Explanation of Solution

Calculation:

Here, the probability in part c, is at most 0.01.

The condition is $P\left(\text{rejecting the claim when }p\text{=0}\text{.5}\right)\le 0.01$

For the range, $x\le 7orx\ge 18$, the probability is 0.004 (from part c).

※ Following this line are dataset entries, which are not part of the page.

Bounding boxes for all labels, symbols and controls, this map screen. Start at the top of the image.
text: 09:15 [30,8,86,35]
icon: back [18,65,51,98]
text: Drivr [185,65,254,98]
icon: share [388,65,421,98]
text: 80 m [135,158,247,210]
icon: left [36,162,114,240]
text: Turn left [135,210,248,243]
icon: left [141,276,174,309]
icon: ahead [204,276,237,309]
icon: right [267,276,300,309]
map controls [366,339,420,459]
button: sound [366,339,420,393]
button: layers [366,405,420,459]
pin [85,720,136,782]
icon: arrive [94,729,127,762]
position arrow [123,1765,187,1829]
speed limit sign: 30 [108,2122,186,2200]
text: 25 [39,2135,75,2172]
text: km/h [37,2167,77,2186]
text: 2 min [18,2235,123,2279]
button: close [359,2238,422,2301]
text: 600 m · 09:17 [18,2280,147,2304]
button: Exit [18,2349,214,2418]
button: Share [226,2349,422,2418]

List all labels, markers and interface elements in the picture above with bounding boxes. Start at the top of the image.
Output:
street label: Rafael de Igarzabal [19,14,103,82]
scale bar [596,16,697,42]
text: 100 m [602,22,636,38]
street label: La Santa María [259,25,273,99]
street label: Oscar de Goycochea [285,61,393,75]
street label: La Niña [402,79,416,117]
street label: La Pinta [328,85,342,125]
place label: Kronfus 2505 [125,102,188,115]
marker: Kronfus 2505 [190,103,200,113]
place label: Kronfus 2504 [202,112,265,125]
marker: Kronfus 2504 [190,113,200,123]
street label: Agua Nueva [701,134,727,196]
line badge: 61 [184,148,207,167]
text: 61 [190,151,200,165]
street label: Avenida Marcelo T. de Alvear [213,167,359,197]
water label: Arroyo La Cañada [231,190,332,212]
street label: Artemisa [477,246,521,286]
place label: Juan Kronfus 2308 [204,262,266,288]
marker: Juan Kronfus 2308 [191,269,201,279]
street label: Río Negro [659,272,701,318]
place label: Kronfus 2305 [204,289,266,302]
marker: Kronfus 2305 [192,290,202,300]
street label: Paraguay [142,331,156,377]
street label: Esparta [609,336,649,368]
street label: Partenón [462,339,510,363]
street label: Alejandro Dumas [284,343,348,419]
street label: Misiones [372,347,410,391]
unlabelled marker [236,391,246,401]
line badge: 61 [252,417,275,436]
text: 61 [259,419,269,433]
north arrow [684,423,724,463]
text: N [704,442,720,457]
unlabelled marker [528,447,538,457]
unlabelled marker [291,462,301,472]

For the range,$x\le 6orx\ge 19$

$\begin{array}{c}P\left(X\le 6\right)+P\left(X\ge 19\right)=P\left(X\le 6\right)+1-P\left(X\le 18\right)\\ =B\left(6;25,0.5\right)+1-B\left(18;25,0.5\right)\end{array}$

Where,$B\left(x;n,p\right)={\displaystyle \sum _{y=0}^{x}b\left(y;n,p\right)}$

Procedure for binomial distribution table value:

From the table A.1 of Cumulative Binomial probabilities,

• Locate n = 25
• Along with n= 25, choose x = 6, 18
• Then, obtain the table value corresponding to p = 0.5

The value of $B\left(6:25,0.5\right)=0.007$ and $B\left(18;25,0.5\right)=0.993$

Hence,

$\begin{array}{c}P\left(X\le 6\right)+P\left(X\ge 19\right)\\ =B\left(6;25,0.5\right)+1-B\left(18;25,0.5\right)\\ =0.007+1-0.993\\ =0.014\end{array}$

The value 0.014 is too large.

For the range,$x\le 5orx\ge 20$

$\begin{array}{c}P\left(X\le 5\right)+P\left(X\ge 20\right)=P\left(X\le 5\right)+1-P\left(X\le 19\right)\\ =B\left(5;25,0.5\right)+1-B\left(19;25,0.5\right)\end{array}$

Where,$B\left(x;n,p\right)={\displaystyle \sum _{y=0}^{x}b\left(y;n,p\right)}$

Procedure for binomial distribution table value:

From the table A.1 of Cumulative Binomial probabilities,

• Locate n = 25
• Along with n= 25, choose x = 5, 19
• Then, obtain the table value corresponding to p = 0.5

The value of $B\left(5:25,0.5\right)=0.002$ and $B\left(19;25,0.5\right)=0.998$

Hence,

$\begin{array}{c}P\left(X\le 5\right)+P\left(X\ge 20\right)=B\left(5;25,0.5\right)+1-B\left(19;25,0.5\right)\\ =0.002+1-0.998\\ =0.004\end{array}$

The value 0.004 is less than 0.01.

Hence, the decision rule for rejecting the claim if the probability in part c is at most 0.01 is $x\le 5orx\ge 20$.